Enterprise mobility brings Network Rail agility 'never before conceived to be possible'
Joe Blake tells Computing's Enterprise Mobility Summit how mobile has brought massive changes to Network Rail
Network Rail has transformed the way it operates by rolling out an agile, mobile-focused strategy that has allowed the organisation to do things it would not have previously thought possible.
Joe Blake, sales director of enterprise mobile application platform FeedHenry by Red Hat, told Computing's Enterprise Mobility and Application Management Summit 2015 that this transformation has enabled an organisation which had a very traditional IT department to become faster and more agile, bringing benefits to users throughout Network Rail.
The firm has now gone so far as to roll out the use of Internet of Things-connected devices across its systems, but that innovative attitude was not always prevalent in the organisation.
"Not surprisingly, it is a very traditional, very conservative organisation which is tasked with the massive responsibility of keeping this country running," Blake said of Network Rail. "It keeps the wheels turning by ensuring very, very high levels of performance throughout that infrastructure and has done that over many years."

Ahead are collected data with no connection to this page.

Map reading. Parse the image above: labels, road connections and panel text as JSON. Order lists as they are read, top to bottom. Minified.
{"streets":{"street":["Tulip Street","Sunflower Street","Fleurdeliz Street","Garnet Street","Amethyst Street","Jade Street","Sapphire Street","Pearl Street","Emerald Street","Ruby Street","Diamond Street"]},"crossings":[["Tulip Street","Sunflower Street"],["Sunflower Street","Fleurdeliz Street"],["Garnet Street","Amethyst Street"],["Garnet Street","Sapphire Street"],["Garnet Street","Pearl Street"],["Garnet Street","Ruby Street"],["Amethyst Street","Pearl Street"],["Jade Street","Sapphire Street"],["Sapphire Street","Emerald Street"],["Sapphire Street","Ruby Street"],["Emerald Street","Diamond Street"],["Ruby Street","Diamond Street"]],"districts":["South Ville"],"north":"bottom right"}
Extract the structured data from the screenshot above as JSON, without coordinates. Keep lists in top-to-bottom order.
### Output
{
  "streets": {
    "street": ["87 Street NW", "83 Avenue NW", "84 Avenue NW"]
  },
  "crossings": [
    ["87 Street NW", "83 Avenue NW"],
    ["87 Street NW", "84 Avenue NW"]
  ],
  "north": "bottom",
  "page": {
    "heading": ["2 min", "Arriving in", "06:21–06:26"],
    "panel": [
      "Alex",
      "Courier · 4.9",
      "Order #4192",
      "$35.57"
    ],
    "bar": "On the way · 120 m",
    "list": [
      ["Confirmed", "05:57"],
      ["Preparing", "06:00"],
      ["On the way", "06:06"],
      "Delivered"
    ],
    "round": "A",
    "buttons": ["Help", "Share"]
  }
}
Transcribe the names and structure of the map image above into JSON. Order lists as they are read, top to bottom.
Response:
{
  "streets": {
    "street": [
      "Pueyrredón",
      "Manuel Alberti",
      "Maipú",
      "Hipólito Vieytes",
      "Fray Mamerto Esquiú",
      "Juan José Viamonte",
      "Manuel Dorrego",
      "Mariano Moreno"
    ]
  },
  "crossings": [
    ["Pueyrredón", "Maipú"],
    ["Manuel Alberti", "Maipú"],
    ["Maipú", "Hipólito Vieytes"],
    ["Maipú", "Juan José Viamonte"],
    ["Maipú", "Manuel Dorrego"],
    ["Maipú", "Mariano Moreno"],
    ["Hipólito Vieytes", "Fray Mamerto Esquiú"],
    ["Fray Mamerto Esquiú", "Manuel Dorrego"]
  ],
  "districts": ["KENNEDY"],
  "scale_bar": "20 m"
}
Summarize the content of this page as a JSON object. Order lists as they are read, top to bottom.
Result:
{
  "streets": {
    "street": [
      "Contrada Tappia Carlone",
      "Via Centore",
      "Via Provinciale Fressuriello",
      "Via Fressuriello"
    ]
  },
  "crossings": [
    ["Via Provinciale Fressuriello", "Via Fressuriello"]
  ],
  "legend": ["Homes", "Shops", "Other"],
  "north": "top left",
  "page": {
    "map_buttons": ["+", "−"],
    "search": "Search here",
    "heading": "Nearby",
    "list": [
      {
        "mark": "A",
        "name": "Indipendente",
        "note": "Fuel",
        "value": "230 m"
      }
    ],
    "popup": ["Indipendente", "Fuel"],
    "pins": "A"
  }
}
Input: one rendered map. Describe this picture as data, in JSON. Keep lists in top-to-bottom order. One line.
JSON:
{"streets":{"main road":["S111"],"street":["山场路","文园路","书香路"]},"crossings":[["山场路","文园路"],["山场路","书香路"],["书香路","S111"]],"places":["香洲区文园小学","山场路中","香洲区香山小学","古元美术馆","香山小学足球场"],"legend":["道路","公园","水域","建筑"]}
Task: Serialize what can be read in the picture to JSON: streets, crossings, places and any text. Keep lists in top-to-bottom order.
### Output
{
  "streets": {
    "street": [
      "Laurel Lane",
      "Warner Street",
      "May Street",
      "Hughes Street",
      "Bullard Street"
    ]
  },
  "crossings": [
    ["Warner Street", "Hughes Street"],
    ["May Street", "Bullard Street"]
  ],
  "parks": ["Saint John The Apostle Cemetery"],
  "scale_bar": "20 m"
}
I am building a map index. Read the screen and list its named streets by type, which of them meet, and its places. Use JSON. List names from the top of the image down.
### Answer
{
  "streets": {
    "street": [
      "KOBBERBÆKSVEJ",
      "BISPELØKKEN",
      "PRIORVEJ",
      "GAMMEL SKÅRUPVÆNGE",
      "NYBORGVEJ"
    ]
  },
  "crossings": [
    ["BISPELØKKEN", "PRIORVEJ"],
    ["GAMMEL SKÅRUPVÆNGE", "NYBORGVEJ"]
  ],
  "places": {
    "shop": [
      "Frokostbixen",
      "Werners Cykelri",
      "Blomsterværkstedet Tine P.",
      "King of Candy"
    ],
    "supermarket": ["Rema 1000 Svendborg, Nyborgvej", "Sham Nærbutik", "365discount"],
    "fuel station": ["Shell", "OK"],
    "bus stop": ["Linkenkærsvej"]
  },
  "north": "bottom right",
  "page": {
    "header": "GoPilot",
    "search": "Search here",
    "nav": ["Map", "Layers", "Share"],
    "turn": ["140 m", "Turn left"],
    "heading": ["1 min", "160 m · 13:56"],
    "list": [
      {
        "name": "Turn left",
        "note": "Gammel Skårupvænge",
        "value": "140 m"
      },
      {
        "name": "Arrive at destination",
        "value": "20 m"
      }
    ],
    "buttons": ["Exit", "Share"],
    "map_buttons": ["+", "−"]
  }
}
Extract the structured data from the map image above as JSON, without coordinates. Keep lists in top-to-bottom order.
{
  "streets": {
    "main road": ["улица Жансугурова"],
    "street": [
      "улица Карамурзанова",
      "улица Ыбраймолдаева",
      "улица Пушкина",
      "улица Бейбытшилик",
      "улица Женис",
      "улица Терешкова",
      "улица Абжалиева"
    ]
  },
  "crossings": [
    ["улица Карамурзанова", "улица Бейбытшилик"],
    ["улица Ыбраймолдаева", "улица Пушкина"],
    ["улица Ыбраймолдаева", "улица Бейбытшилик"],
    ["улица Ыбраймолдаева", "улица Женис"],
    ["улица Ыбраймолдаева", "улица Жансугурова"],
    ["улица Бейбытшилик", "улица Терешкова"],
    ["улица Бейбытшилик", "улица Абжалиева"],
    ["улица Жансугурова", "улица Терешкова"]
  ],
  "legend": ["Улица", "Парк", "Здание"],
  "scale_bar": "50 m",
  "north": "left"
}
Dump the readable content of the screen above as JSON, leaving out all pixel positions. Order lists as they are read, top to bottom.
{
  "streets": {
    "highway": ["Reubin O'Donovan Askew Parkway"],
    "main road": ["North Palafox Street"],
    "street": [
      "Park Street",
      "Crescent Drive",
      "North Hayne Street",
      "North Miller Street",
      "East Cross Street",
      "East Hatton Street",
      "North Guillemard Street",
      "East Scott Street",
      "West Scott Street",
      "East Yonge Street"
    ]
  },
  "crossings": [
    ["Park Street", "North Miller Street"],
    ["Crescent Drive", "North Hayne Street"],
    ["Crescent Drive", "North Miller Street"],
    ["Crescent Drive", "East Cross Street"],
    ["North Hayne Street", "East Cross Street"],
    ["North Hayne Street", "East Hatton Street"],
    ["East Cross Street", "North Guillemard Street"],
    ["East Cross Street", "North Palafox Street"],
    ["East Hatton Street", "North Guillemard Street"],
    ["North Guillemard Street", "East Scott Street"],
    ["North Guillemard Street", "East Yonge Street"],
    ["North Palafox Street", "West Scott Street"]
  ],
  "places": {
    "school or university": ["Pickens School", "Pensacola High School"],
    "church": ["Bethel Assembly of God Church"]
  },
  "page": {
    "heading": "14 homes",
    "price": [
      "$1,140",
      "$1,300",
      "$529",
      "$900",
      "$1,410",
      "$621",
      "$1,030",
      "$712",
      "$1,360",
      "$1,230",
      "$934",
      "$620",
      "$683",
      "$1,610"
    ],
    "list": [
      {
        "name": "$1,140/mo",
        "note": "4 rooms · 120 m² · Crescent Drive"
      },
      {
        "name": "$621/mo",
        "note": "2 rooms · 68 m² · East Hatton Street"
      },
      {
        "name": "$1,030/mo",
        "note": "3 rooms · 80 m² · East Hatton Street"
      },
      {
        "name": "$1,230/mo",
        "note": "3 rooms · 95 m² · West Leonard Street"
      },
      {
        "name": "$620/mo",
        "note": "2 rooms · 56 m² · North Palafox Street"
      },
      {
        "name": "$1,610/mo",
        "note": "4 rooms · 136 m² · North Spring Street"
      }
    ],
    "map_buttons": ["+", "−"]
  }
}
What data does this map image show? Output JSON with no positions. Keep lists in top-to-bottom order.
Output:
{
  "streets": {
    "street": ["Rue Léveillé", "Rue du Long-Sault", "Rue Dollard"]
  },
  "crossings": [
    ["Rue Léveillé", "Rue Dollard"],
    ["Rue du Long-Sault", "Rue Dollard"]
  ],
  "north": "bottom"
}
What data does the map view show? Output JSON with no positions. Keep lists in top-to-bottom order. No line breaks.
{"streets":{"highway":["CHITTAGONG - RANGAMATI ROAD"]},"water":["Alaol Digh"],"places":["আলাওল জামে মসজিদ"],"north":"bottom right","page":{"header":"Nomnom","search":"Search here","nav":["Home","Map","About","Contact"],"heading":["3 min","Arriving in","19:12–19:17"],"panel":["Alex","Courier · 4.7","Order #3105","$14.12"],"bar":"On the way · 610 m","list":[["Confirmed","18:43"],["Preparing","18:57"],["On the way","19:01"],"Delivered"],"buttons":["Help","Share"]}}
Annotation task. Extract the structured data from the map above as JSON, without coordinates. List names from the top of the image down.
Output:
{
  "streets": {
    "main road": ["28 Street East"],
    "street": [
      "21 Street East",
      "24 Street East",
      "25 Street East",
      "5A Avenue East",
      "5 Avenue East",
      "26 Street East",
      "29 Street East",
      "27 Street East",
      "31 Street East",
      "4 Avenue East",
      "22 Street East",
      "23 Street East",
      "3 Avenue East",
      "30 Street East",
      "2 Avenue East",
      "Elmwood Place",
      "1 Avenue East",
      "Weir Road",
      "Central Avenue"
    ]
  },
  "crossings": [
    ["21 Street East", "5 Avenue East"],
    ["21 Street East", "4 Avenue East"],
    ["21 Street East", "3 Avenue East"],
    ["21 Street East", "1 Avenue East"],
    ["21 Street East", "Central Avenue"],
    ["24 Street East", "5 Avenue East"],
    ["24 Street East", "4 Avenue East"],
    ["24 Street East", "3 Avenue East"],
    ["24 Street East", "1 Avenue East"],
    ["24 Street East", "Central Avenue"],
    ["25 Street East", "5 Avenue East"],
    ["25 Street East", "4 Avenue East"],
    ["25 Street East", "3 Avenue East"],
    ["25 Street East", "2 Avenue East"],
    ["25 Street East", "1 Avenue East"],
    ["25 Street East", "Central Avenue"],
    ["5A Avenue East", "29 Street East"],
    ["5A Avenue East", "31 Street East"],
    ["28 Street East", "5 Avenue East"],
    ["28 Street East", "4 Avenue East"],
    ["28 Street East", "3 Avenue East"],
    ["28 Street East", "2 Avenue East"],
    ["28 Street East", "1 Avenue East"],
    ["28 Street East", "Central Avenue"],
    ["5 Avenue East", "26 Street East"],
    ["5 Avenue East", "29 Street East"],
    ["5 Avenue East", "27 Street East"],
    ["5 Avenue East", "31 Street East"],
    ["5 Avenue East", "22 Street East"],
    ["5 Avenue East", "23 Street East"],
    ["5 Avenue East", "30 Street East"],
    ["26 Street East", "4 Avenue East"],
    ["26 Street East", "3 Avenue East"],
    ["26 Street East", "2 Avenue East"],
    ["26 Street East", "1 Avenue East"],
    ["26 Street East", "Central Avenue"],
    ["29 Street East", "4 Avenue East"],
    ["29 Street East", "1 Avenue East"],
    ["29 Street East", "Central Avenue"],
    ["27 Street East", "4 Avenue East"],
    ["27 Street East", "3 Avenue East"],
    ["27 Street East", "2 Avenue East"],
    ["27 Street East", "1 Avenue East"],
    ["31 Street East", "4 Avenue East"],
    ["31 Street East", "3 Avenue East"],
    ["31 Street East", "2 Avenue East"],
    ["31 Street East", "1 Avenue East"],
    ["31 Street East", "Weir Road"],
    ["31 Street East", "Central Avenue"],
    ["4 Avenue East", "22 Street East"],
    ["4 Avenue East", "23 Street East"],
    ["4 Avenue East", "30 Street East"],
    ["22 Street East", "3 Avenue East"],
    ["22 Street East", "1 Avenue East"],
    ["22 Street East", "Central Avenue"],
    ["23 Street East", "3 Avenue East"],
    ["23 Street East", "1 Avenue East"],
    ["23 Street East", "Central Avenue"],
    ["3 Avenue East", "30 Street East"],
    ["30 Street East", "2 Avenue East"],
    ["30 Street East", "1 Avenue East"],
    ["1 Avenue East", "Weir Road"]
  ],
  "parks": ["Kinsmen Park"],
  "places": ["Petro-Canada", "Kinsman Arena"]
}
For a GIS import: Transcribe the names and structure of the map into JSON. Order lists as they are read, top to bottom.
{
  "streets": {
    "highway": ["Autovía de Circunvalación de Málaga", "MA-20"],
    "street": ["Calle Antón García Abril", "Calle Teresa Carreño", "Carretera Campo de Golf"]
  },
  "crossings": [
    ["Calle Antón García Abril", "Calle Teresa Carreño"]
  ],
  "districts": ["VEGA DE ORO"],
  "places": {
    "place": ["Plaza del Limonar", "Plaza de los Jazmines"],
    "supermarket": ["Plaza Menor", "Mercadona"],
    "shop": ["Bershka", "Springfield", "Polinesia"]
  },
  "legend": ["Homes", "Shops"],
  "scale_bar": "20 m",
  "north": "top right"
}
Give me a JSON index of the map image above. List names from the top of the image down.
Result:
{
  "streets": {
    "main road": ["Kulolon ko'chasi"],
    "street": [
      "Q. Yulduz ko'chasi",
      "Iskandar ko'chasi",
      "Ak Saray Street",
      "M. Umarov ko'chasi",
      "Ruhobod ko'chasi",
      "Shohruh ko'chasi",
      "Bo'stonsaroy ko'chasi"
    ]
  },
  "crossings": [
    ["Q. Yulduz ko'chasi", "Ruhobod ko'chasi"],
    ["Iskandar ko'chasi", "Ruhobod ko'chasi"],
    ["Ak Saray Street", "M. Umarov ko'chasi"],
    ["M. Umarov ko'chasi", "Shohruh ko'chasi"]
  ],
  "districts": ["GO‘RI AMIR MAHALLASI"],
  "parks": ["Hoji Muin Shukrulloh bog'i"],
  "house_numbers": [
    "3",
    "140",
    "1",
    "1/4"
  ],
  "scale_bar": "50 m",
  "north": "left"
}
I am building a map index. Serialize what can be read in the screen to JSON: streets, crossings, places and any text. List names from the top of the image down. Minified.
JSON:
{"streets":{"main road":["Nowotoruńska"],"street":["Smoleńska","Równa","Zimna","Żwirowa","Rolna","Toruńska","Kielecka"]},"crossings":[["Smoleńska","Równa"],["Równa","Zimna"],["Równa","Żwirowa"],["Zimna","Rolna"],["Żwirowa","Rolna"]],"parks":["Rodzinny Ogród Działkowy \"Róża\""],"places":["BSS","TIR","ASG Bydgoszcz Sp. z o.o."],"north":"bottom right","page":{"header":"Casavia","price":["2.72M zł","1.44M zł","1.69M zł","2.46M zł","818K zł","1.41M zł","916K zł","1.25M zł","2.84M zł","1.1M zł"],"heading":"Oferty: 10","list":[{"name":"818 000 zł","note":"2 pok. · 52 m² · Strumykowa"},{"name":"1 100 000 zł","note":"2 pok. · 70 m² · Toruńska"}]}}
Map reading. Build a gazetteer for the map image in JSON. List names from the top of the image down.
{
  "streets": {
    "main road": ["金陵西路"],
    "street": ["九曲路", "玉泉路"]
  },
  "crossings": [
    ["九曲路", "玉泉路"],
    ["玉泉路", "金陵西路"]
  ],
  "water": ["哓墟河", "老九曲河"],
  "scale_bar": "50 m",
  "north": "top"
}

With a traditionally conservative approach to IT management, Network Rail initially struggled with mobile, but Blake described how the organisation slowly but surely realised the benefits and saw how it would require a different way of thinking.
"Over time they started to realise that mobile is different and it doesn't make sense to build their mobile strategy with the mindset of slow, long development cycles with propriety waterfall methodologies," said Blake.
"It changes on a monthly basis, as we know from the various new releases that are coming at us," he said. "It just doesn't make sense to tie yourself to a 12-month development cycle."
It therefore made sense for Network Rail to focus its efforts on mobile and harness areas such as agility, openness and non-proprietary technology, especially when there are so many experts with technology and software available to use.
"There are hundreds of thousands of people out there innovating all the time to solve technical problems with mobile and if you're smart, you want to make sure your business can leverage all the innovation that's going out there in the world solving things that are very real problems," said Blake.
Encouraged by the large selection of technology available, Network Rail set out to find more agile and more flexible ways of working with enterprise mobility, harnessing technologies such as cloud software. No longer burdened with legacy IT infrastructure, it is now embracing new technologies that are only two or three years old.
"They're leveraging technologies that enable business users - not even developers - to build apps quickly and flexibly and roll them out to the business," Blake explained, describing the "very significant" requirements of Network Rail, which now has more than 40,000 mobile staff who all need support using "200 to 300 mobile solutions across devices."
"That's a very complex problem and they took a very strategic approach to it," he said.
One way in which Network Rail got around that issue is by providing clients with a far more agile development toolset to "meet the huge demand from the business, but to do that flexibly, quickly and in a way that could be iterated over time.
"The first release is by no means the definitive article; you're going to get lots of new releases, new features out there as appropriate," said Blake.
The new, mobile way of working has also enabled Network Rail to allow business users to respond much more quickly to problems, such as severe weather affecting train routes and timetables.
"During last year when there was major disruption caused by storms and flooding, they needed to conceive, build and release a mobile application within hours," Blake told the Computing Summit audience.
"Network Rail was able to build and roll out an application that enabled its end users to receive real-time information about the location of the most severe problems, to collect mission-critical data associated with high-priority issues," he said, adding "They can rollout that solution in a couple of hours, no code required."
Ultimately, the deployment of a fully fledged enterprise mobility strategy has "massively improved Network Rail's ability to deal with crisis, focus their resources where they are needed most, and to keep and maintain the highest level of service possible," said Blake.
"It was a significant win for them and something they had never before conceived to be possible," he concluded.
Network Rail did not contribute to the content of this article.